### [What this task involves]
Your output should consist of the lines from the first line of the records below through the one with "position:absolute; width:15px; height:30px;", exactly, minus the pictures.

### [Data excerpts]
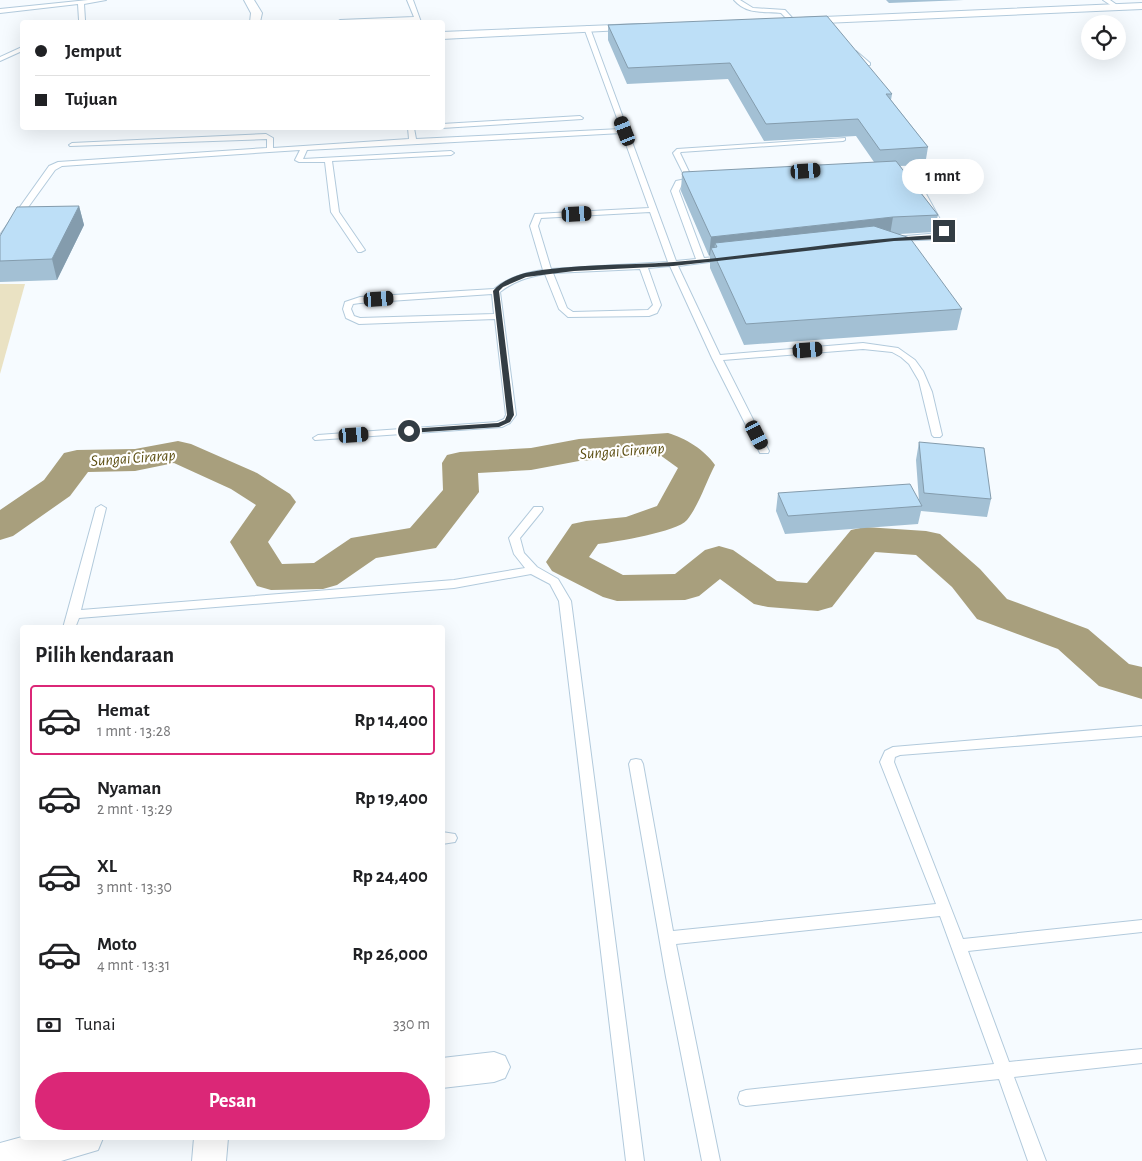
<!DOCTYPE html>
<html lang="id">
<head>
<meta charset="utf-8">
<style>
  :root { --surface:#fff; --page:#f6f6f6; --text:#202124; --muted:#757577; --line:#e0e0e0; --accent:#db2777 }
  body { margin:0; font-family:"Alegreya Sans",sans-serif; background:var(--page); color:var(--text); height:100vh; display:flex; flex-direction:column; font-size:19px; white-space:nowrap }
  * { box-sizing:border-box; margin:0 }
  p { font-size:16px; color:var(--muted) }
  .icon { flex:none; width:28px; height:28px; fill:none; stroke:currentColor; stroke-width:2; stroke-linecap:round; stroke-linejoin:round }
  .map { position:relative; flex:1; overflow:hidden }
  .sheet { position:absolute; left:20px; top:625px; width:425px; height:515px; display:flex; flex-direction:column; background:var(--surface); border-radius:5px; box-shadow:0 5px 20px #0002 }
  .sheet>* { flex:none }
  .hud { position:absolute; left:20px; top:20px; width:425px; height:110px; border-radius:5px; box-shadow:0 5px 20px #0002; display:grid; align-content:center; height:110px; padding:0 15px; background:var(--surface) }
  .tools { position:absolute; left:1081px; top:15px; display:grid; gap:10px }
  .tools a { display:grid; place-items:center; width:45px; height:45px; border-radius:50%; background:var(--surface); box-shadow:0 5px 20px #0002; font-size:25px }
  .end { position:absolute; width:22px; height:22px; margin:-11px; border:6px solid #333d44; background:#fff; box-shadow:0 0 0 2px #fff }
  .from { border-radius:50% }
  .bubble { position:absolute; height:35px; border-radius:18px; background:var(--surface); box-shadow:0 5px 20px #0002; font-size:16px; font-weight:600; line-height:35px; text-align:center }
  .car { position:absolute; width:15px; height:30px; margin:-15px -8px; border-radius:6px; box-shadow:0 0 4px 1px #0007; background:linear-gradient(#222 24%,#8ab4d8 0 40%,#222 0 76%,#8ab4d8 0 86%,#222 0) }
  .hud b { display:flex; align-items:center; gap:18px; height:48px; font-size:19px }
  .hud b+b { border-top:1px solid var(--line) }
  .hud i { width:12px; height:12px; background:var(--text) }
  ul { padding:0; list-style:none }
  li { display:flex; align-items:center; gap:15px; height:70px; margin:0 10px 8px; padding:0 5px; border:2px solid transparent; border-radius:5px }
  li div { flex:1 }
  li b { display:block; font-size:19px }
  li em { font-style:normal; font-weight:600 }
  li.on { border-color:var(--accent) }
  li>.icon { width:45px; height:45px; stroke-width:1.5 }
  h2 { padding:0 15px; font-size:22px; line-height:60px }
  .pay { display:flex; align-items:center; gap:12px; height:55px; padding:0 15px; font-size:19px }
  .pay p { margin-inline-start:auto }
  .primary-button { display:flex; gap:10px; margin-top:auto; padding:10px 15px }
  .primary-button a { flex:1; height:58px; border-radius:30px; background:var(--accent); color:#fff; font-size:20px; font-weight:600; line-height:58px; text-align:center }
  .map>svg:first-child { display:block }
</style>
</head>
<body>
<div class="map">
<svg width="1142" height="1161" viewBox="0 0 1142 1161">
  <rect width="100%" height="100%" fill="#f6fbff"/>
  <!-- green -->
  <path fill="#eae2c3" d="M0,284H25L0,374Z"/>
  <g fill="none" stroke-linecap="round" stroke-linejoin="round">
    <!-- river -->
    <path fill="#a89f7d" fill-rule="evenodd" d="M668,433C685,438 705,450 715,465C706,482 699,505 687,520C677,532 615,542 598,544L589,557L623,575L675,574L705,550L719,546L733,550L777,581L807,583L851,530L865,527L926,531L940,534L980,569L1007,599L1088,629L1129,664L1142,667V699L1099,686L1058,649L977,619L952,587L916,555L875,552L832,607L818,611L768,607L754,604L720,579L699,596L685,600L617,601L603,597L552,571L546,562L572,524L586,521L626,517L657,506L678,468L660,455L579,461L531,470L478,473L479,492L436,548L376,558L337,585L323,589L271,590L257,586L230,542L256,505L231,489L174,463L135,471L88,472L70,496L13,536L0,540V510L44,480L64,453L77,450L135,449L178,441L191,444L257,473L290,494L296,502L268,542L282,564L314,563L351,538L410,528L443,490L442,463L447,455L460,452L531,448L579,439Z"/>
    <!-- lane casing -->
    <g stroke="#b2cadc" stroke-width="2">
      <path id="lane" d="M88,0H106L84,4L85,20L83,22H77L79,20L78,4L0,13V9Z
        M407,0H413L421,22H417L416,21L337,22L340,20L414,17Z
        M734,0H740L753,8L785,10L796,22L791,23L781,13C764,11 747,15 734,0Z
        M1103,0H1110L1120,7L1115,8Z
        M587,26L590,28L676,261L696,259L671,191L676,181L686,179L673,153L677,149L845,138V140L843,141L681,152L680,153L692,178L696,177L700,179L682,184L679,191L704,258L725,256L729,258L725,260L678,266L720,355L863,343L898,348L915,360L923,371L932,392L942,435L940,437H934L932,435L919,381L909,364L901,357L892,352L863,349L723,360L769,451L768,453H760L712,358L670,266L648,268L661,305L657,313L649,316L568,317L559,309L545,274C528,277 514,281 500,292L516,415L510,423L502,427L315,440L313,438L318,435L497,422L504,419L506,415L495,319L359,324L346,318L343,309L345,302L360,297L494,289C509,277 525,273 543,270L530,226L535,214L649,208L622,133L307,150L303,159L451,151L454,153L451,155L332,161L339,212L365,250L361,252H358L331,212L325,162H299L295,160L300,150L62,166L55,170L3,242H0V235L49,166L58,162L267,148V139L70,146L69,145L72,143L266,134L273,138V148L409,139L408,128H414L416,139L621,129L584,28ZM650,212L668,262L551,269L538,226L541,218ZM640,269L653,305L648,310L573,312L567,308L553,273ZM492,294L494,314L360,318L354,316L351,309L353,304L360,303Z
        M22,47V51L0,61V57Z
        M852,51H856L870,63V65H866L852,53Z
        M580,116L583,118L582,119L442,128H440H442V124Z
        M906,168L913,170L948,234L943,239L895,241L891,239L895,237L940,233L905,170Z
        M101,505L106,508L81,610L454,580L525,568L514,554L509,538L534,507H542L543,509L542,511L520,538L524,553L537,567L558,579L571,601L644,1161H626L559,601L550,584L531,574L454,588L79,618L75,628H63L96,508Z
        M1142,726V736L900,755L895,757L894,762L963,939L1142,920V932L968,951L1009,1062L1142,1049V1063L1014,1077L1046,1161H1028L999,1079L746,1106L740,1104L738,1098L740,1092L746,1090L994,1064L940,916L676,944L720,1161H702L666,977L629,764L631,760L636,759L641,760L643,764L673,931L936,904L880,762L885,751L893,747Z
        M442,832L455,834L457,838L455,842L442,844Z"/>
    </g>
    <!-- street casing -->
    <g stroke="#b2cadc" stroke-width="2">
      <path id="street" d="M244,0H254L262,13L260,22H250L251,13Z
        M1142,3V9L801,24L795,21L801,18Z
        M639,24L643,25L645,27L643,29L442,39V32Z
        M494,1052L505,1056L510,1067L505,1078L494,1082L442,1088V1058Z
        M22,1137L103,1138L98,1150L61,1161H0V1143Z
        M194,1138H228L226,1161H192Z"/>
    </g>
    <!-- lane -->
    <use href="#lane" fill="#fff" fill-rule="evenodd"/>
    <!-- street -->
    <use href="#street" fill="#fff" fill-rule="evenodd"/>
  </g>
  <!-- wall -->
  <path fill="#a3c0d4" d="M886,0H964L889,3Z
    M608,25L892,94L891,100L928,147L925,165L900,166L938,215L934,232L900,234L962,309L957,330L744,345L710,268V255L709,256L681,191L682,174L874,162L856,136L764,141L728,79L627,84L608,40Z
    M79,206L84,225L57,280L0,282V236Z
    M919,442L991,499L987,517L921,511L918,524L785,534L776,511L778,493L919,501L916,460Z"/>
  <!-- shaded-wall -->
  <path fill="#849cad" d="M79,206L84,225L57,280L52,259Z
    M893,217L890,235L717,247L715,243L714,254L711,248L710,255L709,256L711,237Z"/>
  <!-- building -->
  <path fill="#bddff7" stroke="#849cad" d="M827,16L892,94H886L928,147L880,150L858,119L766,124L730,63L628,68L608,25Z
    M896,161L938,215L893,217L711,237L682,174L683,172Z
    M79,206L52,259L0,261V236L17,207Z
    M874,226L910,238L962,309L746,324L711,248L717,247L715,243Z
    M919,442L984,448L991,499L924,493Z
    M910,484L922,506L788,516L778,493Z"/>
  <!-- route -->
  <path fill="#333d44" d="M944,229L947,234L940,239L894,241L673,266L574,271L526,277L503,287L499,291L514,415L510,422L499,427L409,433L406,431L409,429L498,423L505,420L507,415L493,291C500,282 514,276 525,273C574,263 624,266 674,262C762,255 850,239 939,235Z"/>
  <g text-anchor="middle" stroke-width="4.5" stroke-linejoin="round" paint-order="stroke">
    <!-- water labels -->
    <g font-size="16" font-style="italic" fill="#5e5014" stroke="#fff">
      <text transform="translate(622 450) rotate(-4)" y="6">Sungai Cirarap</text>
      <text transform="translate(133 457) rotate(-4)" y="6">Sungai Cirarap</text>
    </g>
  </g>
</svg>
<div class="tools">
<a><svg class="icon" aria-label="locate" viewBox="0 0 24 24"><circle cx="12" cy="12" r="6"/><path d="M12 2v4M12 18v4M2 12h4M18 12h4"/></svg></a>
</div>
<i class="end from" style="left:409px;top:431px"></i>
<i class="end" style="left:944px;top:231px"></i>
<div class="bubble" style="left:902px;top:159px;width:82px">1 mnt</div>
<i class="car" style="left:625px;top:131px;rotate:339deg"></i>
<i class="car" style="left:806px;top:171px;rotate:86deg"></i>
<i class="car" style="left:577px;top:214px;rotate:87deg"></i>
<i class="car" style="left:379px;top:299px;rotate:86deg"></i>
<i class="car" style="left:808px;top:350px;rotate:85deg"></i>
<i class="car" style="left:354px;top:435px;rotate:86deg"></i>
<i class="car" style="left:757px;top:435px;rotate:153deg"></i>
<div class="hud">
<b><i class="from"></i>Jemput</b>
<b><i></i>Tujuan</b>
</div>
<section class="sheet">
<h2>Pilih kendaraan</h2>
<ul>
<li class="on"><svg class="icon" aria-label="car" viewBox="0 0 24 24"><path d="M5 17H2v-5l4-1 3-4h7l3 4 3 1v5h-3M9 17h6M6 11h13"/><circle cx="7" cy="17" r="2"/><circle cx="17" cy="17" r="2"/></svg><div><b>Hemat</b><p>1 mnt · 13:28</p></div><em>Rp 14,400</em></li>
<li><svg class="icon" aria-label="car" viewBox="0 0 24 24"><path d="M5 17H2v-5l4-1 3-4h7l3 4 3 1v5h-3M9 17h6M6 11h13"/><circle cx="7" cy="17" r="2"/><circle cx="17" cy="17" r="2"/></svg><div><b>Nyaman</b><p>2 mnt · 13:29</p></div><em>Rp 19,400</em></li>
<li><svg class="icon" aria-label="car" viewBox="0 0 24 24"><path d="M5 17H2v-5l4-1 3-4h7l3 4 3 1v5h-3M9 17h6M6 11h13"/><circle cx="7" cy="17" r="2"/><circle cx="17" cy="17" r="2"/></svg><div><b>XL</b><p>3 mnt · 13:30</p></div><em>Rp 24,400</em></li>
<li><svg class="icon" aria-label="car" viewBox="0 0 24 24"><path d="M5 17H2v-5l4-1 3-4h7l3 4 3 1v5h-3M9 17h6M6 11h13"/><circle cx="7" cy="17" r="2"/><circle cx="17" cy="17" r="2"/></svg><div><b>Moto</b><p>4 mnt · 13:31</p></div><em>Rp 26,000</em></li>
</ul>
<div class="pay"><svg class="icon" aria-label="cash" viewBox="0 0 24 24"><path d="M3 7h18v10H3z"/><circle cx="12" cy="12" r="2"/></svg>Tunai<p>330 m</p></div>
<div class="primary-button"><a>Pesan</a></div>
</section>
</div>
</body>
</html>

### [Written response]
<!DOCTYPE html>
<html lang="id">
<head>
<meta charset="utf-8">
<style>
  :root { --surface:#fff; --page:#f6f6f6; --text:#202124; --muted:#757577; --line:#e0e0e0; --accent:#db2777 }
  body { margin:0; font-family:"Alegreya Sans",sans-serif; background:var(--page); color:var(--text); height:100vh; display:flex; flex-direction:column; font-size:19px; white-space:nowrap }
  * { box-sizing:border-box; margin:0 }
  p { font-size:16px; color:var(--muted) }
  .icon { flex:none; width:28px; height:28px; fill:none; stroke:currentColor; stroke-width:2; stroke-linecap:round; stroke-linejoin:round }
  .map { position:relative; flex:1; overflow:hidden }
  .sheet { position:absolute; left:20px; top:625px; width:425px; height:515px; display:flex; flex-direction:column; background:var(--surface); border-radius:5px; box-shadow:0 5px 20px #0002 }
  .sheet>* { flex:none }
  .hud { position:absolute; left:20px; top:20px; width:425px; height:110px; border-radius:5px; box-shadow:0 5px 20px #0002; display:grid; align-content:center; height:110px; padding:0 15px; background:var(--surface) }
  .tools { position:absolute; left:1081px; top:15px; display:grid; gap:10px }
  .tools a { display:grid; place-items:center; width:45px; height:45px; border-radius:50%; background:var(--surface); box-shadow:0 5px 20px #0002; font-size:25px }
  .end { position:absolute; width:22px; height:22px; margin:-11px; border:6px solid #333d44; background:#fff; box-shadow:0 0 0 2px #fff }
  .from { border-radius:50% }
  .bubble { position:absolute; height:35px; border-radius:18px; background:var(--surface); box-shadow:0 5px 20px #0002; font-size:16px; font-weight:600; line-height:35px; text-align:center }
  .car { position:absolute; width:15px; height:30px; margin:-15px -8px; border-radius:6px; box-shadow:0 0 4px 1px #0007; background:linear-gradient(#222 24%,#8ab4d8 0 40%,#222 0 76%,#8ab4d8 0 86%,#222 0) }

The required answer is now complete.